No, il problema è tutto quello che NON PUOI prevedere. Perché quando pensi di aver sentito e visto tutto, trovi ancora qualcuno che riesce a stupirti, qualcuno che pretende di saper fare il tuo lavoro e farti i conti in tasca, qualcuno che ti fa scrivere dall’Avvocato raccontando le cose a modo suo (gli ho sempre scritto io le Raccomandate di risposta, e nessuno si è MAI – e dico MAI – rifatto vivo; una gran soddisfazione). Questi sono alcuni esempi di quello che è capitato solo nell’ultimo anno, prima che dicesse “basta”, e poi davvero andremo tutti a lavorare sotto Mamma Stato, perché il piccolo professionista in Italia è trattato come una bestia, chi te lo fa fare di tenere aperta la Partita IVA…
Categoria “Scuse fantasiose per non pagare”:
- Avevo letto solo la prima pagina del preventivo (rispettato - incredibilmente - al centesimo!!) e quindi le pago solo quella.
- Lei ha la macchina nuova (una Golf, peraltro, non una Bentley) ecco dove vanno i miei soldi, non è giusto.

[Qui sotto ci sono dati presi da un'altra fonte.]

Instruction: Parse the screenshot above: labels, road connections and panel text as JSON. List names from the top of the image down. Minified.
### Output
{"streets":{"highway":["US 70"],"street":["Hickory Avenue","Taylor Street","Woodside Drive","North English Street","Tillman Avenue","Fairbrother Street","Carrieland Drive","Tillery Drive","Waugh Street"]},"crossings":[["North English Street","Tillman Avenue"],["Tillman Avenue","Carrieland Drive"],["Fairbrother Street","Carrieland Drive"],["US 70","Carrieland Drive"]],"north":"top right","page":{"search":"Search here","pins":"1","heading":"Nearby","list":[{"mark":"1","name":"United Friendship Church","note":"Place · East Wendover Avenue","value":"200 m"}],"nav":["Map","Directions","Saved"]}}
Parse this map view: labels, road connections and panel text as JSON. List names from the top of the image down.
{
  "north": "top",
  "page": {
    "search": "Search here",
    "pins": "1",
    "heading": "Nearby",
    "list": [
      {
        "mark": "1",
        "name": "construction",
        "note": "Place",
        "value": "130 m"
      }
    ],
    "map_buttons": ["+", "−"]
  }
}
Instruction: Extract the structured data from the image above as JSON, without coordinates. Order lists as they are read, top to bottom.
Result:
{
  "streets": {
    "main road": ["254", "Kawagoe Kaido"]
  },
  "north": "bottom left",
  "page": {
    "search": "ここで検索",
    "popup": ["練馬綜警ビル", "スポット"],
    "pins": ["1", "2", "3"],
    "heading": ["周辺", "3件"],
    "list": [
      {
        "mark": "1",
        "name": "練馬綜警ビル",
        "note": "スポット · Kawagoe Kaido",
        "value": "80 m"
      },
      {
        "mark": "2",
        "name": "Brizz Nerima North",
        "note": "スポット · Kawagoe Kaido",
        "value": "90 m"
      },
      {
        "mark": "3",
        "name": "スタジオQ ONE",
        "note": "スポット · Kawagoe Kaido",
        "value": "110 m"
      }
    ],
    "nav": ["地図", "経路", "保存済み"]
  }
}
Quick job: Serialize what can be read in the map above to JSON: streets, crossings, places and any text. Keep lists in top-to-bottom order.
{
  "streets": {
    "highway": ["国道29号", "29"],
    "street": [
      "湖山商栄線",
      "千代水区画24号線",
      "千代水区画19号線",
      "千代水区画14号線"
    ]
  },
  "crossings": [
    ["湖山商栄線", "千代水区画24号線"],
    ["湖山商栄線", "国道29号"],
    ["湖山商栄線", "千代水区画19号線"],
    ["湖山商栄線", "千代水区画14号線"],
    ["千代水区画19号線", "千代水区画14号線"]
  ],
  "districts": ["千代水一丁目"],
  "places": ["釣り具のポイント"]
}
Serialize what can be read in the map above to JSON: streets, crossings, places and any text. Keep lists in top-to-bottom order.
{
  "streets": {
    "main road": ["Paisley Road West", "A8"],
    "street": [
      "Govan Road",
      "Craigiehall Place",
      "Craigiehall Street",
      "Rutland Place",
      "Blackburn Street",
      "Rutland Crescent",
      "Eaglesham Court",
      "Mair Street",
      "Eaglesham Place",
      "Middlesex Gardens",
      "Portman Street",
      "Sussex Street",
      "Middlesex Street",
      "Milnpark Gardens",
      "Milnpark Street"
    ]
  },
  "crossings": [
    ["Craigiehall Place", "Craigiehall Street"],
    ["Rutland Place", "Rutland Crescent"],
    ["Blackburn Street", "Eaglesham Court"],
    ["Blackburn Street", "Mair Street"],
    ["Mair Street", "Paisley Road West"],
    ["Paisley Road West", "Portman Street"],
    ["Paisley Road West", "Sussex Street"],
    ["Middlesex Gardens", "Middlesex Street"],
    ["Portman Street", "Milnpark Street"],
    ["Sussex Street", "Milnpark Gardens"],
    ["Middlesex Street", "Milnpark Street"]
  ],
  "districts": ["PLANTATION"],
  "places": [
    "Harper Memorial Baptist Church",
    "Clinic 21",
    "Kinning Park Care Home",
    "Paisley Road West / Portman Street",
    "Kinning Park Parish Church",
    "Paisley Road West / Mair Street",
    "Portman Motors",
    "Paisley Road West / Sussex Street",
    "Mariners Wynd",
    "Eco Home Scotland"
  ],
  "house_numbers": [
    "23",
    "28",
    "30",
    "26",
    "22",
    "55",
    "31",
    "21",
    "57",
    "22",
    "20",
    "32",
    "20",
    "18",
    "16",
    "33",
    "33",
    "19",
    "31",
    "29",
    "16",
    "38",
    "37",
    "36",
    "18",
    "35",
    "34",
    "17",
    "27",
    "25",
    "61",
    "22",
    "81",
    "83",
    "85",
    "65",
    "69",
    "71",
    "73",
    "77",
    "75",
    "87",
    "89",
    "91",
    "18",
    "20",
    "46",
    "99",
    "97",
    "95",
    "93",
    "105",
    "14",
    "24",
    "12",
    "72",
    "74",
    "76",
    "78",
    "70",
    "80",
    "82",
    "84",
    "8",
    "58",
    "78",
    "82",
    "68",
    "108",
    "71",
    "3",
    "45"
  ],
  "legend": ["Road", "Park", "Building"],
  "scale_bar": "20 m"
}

- Voglio aspettare l’inverno per vedere se l’impianto scalda davvero  (e siamo in Maggio).
- Non ho soldi, ma possiamo metterci d’accordo (detto da donna sola in casa in sottoveste, e questo ben due volte! Mio marito era seccato, ma solo perché una era troppo vecchia e l'altra troppo brutta).
- Il radiatore scalda troppo, soffochiamo (scalda troppo perché sovradimensionato rispetto al bagno, e te l’avevo detto e ridetto, ma tua moglie ha insistito per avere quello perché aveva una bella forma!!).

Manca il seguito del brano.